COVID-19 benefits are a traumatizing blot for neoliberals, attacking labour only way to ease the pain

Photo by: Money Knack

The staggering effects of the COVID-19 benefits at the outset of the pandemic have produced a traumatizing blot in the neoliberal vision. The Left should emphasize the traumatic character of pandemic stimulus for the sake of the future. 

An interview has been circulating online from the Apple TV+ show The Problem With Jon Stewart, where Jon Stewart has former secretary of the Treasury Larry Summers on to talk about the state of the economy. Stewart challenged Summers on the reasoning behind the Federal Reserve’s interest rate hikes as a tool for combating inflation. Summers was a broken record: interest rates have gone up because workers have had it too good in the last couple years.

“What basically happened to us was we had massive stimulus and an economy that could only produce so much. We had huge levels of demand, and those huge levels of demand kept pushing up prices and pushing up wages,” said Summers in the interview.

The only solution, then, according to Summers’ view, was to raise interest rates to discourage spending despite the unemployment trade-off. 

In fact, just a week after the interview went up on the Internet the U.S. Federal Reserve raised the benchmark interest rate by another 25 points

However, Stewart was quick to correct the record, “but the San Francisco Fed says that is [sic], demand is maybe 30 to 35 per cent of the inflation. Wages are really around 20 per cent of the inflation. There’s a huge corporate profit aspect to it, there’s a huge supply chain aspect to it. But our method for controlling it seems really much more focused on wages and employment… Stock market assets have gone up 150 per cent. CEO pay has gone up 1,500 per cent. Workers’ wages haven’t gone up at all.” 

Summers’ response consisted of an analogy between the limits of the Fed and the way a doctor treats a sickness with the best tools available. Summers implicitly concedes that the Fed can only use the hammer of interest and Stewart points out that this is actually a sleight of hand for a solution of corporate easing. 

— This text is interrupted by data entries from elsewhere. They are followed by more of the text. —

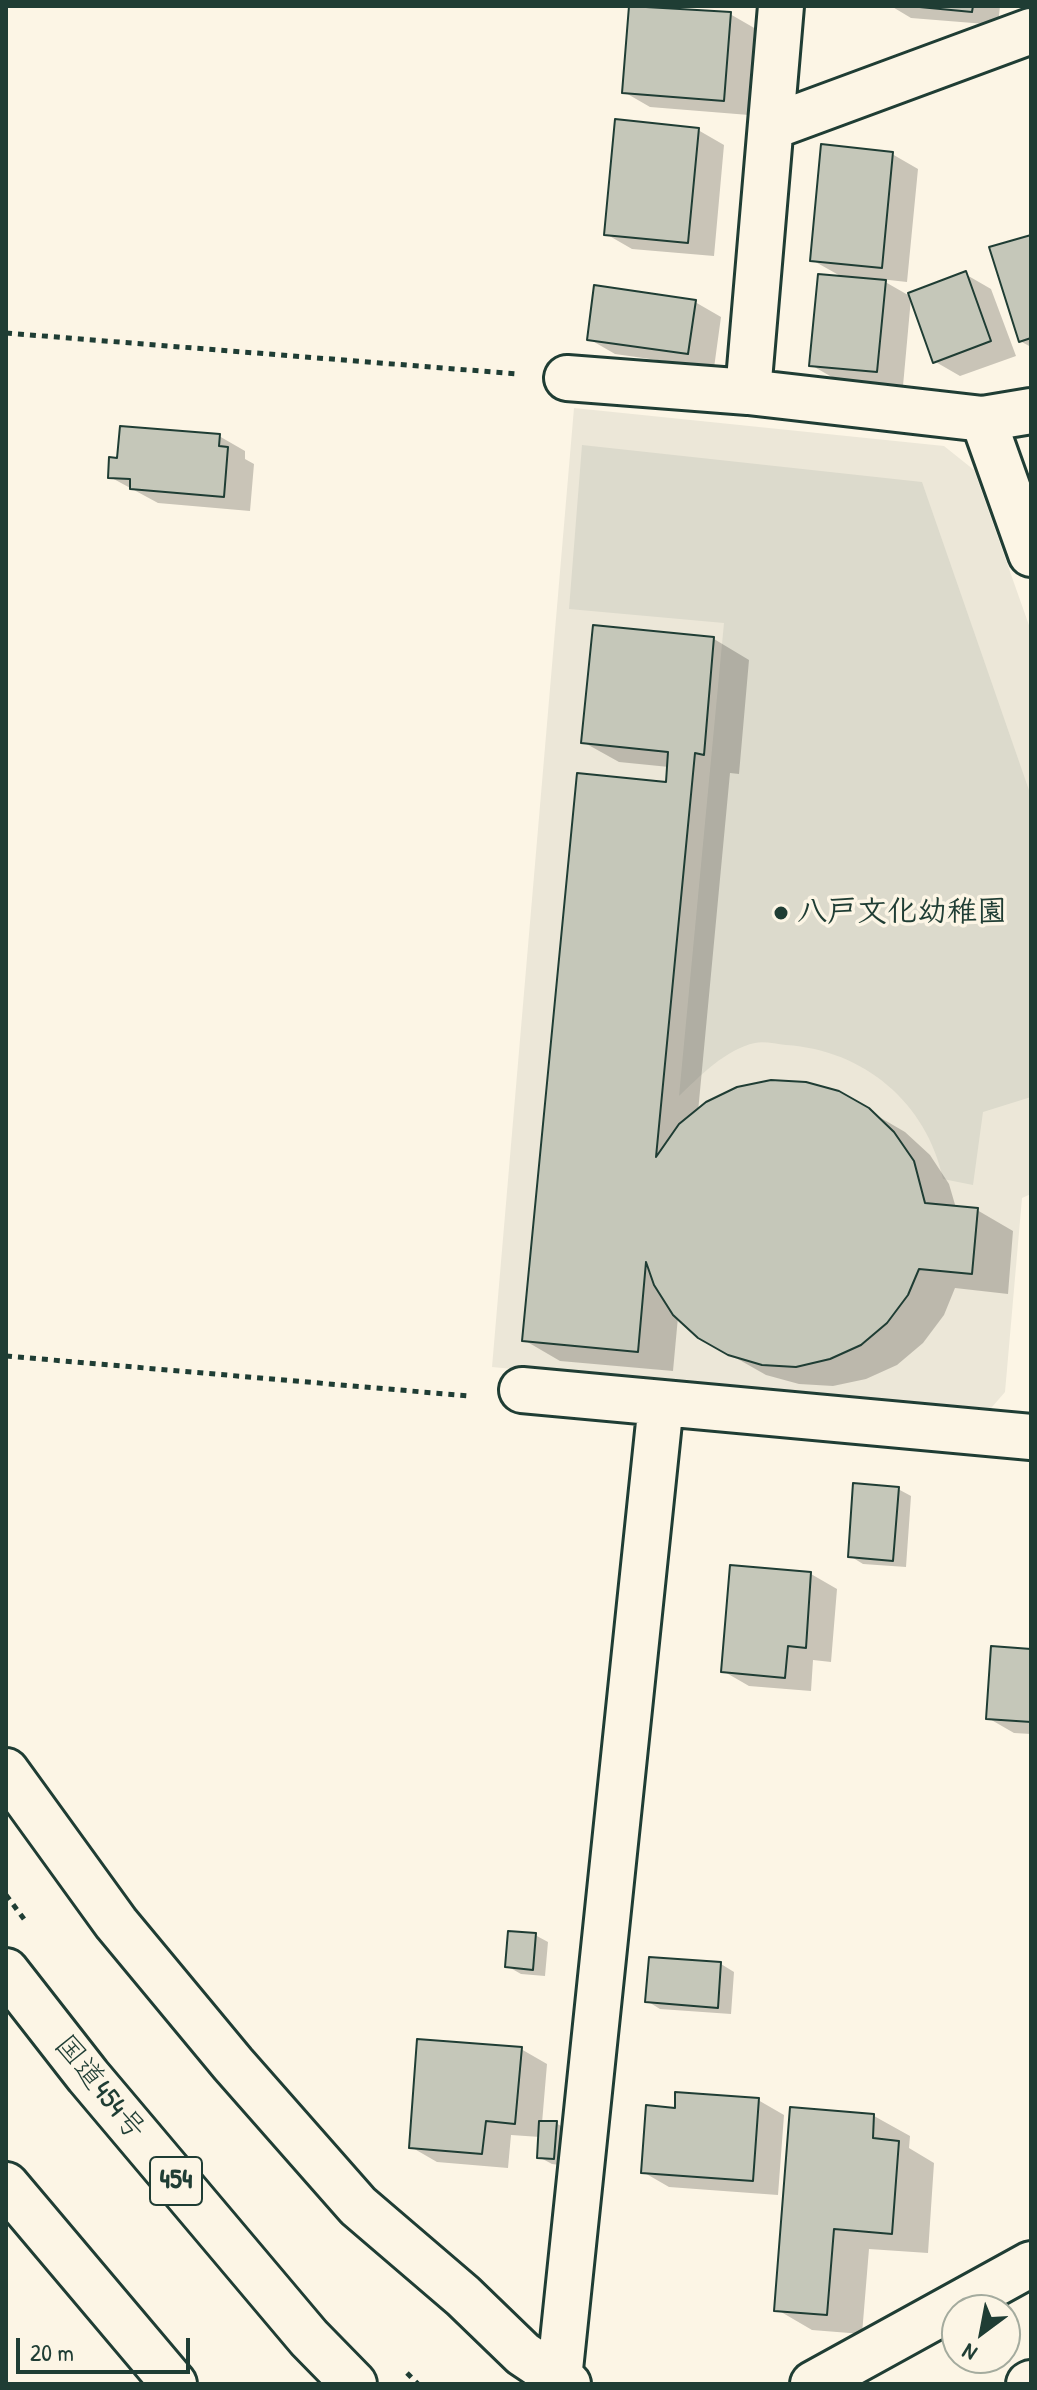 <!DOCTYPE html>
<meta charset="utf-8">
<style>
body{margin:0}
#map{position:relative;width:1037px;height:2390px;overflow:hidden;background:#fcf5e5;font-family:"Patrick Hand",sans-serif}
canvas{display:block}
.frame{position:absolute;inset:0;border:8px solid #1f3d34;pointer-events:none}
.north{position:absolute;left:941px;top:2294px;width:80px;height:80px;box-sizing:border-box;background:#fcf5e5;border:2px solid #a4ab9e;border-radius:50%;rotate:212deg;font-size:22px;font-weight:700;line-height:32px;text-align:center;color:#1f3d34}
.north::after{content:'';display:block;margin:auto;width:28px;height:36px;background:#1f3d34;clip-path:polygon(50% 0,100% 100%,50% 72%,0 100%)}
.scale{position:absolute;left:16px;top:2338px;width:174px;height:36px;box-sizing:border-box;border:4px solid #1f3d34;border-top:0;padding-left:10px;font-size:24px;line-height:28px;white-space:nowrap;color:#1f3d34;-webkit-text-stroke:6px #fcf5e5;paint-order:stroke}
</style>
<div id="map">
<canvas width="1037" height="2390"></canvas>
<div class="frame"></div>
<div class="north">N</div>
<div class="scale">20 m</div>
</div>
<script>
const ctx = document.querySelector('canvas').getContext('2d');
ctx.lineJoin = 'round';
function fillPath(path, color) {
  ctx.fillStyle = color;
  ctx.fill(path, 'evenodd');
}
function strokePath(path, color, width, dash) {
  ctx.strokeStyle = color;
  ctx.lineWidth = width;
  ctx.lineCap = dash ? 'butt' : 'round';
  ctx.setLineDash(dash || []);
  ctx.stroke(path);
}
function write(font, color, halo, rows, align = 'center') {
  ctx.font = font + ' "Patrick Hand","Klee One",sans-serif';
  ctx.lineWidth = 7;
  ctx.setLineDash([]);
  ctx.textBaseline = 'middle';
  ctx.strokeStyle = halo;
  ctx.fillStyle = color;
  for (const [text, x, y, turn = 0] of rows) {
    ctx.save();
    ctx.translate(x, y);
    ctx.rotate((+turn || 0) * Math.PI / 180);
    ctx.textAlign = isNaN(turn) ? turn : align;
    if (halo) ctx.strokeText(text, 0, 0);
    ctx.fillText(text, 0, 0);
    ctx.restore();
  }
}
fillPath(new Path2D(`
 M 574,408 L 944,446 L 974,470 L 1031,631 L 1031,1194 L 1022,1198 L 1005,1392 L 986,1414 L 492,1367 Z`), '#ece7d8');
fillPath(new Path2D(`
 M 582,445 L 922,482 L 1031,796 L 1031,1097 L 983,1112 L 973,1185 L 943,1179 C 927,1103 864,1050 786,1045 C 776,1044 764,1041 755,1043 C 726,1049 700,1076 679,1096 L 724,623 L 569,609 Z`), '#dcdacc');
fillPath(new Path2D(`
 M 891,6 L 1000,6 L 998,25 L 911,18 Z
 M 730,14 L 756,29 L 749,115 L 650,107 L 624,92 Z
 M 698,130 L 724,145 L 714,256 L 632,249 L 606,234 Z
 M 892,154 L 918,169 L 907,282 L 880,279 L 908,295 L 965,274 L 991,289 L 1016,356 L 960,376 L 934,361 L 911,298 L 903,386 L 837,380 L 811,365 L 844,278 L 812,260 Z
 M 1031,237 L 1031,347 L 1020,341 Z
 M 695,302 L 721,317 L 714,368 L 615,354 L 589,339 Z
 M 219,436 L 245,451 L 245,459 L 254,464 L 250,511 L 158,503 L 110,477 L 119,460 Z
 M 714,639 L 749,660 L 739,774 L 730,773 L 698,1112 L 838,1093 L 905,1132 L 930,1155 L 949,1184 L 956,1208 L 977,1210 L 1013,1231 L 1008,1294 L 955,1288 L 944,1315 L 923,1343 L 897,1365 L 866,1379 L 833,1386 L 799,1384 L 766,1375 L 699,1337 L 678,1317 L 673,1371 L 560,1361 L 524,1340 L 667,784 L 669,767 L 619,762 L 583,742 Z
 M 898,1489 L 911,1496 L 906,1567 L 863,1564 L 850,1556 Z
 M 811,1574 L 837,1589 L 831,1662 L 813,1660 L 811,1691 L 749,1686 L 723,1671 Z
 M 1031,1651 L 1031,1734 L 1014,1733 L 988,1718 Z
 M 535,1935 L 548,1942 L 545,1976 L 521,1974 L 507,1966 Z
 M 721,1964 L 734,1972 L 731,2014 L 660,2009 L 647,2001 Z
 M 521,2049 L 547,2064 L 542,2123 L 556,2123 L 569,2131 L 567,2166 L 552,2164 L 539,2157 L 540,2137 L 511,2135 L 508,2168 L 437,2162 L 411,2147 Z
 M 758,2100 L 784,2115 L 778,2195 L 669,2187 L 643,2172 L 677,2110 Z
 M 874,2116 L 910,2136 L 909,2148 L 934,2163 L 928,2253 L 869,2249 L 862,2334 L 812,2330 L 776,2309 Z`), '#0003');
const building = new Path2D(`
 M 629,6 L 731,12 L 724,101 L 622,93 Z
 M 909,6 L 973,6 L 972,12 Z
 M 615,119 L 699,128 L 688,243 L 604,235 Z
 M 821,144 L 893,152 L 882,268 L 810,261 Z
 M 1031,235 L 1031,338 L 1019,342 L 989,247 Z
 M 966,271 L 991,341 L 933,363 L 908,293 Z
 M 818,274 L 886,280 L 877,372 L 809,366 Z
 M 594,285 L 696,300 L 688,354 L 587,340 Z
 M 120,426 L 220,434 L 219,446 L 228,447 L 224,497 L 130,489 L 130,479 L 108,478 L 109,457 L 117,458 Z
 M 593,625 L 714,637 L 704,755 L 695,753 L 656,1157 L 679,1124 L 706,1102 L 737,1087 L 771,1080 L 806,1082 L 839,1091 L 869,1108 L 894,1132 L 914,1161 L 925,1203 L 978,1208 L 972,1274 L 919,1269 L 908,1295 L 887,1323 L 861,1345 L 830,1359 L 796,1367 L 762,1365 L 728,1355 L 698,1338 L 673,1315 L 654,1285 L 646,1262 L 638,1352 L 522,1341 L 577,773 L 666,782 L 668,752 L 581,743 Z
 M 853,1483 L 899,1487 L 893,1561 L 848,1557 Z
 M 730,1565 L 811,1572 L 806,1648 L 788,1646 L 785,1678 L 721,1672 Z
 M 991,1646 L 1031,1649 L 1031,1722 L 986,1719 Z
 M 508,1931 L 536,1933 L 533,1970 L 505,1967 Z
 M 649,1957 L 721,1962 L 718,2008 L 645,2002 Z
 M 417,2039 L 522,2047 L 515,2124 L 486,2121 L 482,2154 L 409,2148 Z
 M 675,2092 L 759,2098 L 753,2181 L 641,2173 L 646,2105 L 675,2108 Z
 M 790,2107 L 874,2114 L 873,2138 L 899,2141 L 892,2234 L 834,2229 L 827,2315 L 774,2311 Z
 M 539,2121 L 557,2121 L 554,2159 L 537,2158 Z`);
fillPath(building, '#c5c7b9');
strokePath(building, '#1f3d34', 2);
const minor = new Path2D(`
 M 781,6 L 748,392 L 983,419 L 1031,411
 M 771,127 L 1031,31
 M 567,378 L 748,392
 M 983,419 L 1031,554
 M 522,1390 L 1031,1437
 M 6,1771 L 116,1923 L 233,2064 L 358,2206 L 463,2296 L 523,2354 L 568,2384
 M 559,2379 L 661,1403
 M 813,2384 L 1031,2264`);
const tertiary = new Path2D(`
 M 1029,2384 L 1031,2383`);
const trunk = new Path2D(`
 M 6,1971 L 88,2076 L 309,2338 L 354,2384
 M 6,2185 L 174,2384`);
strokePath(minor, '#1f3d34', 50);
strokePath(tertiary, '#1f3d34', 50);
strokePath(trunk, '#1f3d34', 50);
strokePath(new Path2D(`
 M 6,333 L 518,374
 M 6,1356 L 469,1396
 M 6,1895 L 27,1923
 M 407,2373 L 418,2384`), '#1f3d34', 5, [6, 6]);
strokePath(minor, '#fcf5e5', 44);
strokePath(tertiary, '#fcf5e5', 44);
strokePath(trunk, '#fcf5e5', 44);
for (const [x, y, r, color] of [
 [781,913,8,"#1f3d34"]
]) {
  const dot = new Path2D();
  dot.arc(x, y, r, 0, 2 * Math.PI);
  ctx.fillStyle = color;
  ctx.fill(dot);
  strokePath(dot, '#fcf5e5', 3);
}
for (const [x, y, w] of [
 [176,2181,52]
]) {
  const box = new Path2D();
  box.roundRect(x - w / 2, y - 24, w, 48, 6);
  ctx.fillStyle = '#fcf5e5';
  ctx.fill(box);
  strokePath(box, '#1f3d34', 2);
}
write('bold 28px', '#1f3d34', null, [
 ["454",176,2181]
]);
write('bold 30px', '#1f3d34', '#fcf5e5', [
 ["八戸文化幼稚園",797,913]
], 'left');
write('30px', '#1f3d34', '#fcf5e5', [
 ["国道454号",99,2088,51]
]);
</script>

There’s good reason to use the COVID-19 stimulus as a scapegoat for disciplining labour: it was extremely effective in shifting the power balance between worker and corporate power. A staggering statistic to demonstrate this shift is that child poverty rates in the United States dropped a near 60 per cent since 2019 which rivalled the gains seen in Lyndon B. Johnson’s Great Society initiatives against poverty in the 1960s. Even in Canada, COVID-19 benefits significantly dropped child poverty rates

What we are experiencing with interest rate increases in the aftermath of the COVID-19 stimulus is a microcosm of what happened in the shift from Johnson and Nixon’s social safety net policies to the cutting of taxes, and by extension those very policies, alongside the increasing of corporate power with the following administrations of Carter, Reagan and Bush. 

In the 1960s and early ‘70s, the elite classes understood how the tides turning in favor of the public was unacceptable. Cheap college, inexpensive housing and strong wages correlated with the civil rights movement, public interest lawyers winning civil suits for the disempowered as seen in the work of the ACLU, not to mention the global student revolts of the mid ‘60s. The lesson of the neoliberal turn was that when the pendulum swings back against labour, it invariably swings back hard. That’s what the interest rate increases and their ad hoc justifications serve to represent. 

The Left should keep pushing forward the success of the COVID-19 benefits and how the rhetoric of “market forces” as a necessary corrective has been nothing short of a conjured reasoning for disempowering labour, especially as banks like Silicon Valley Bank and Credit Suisse are failing.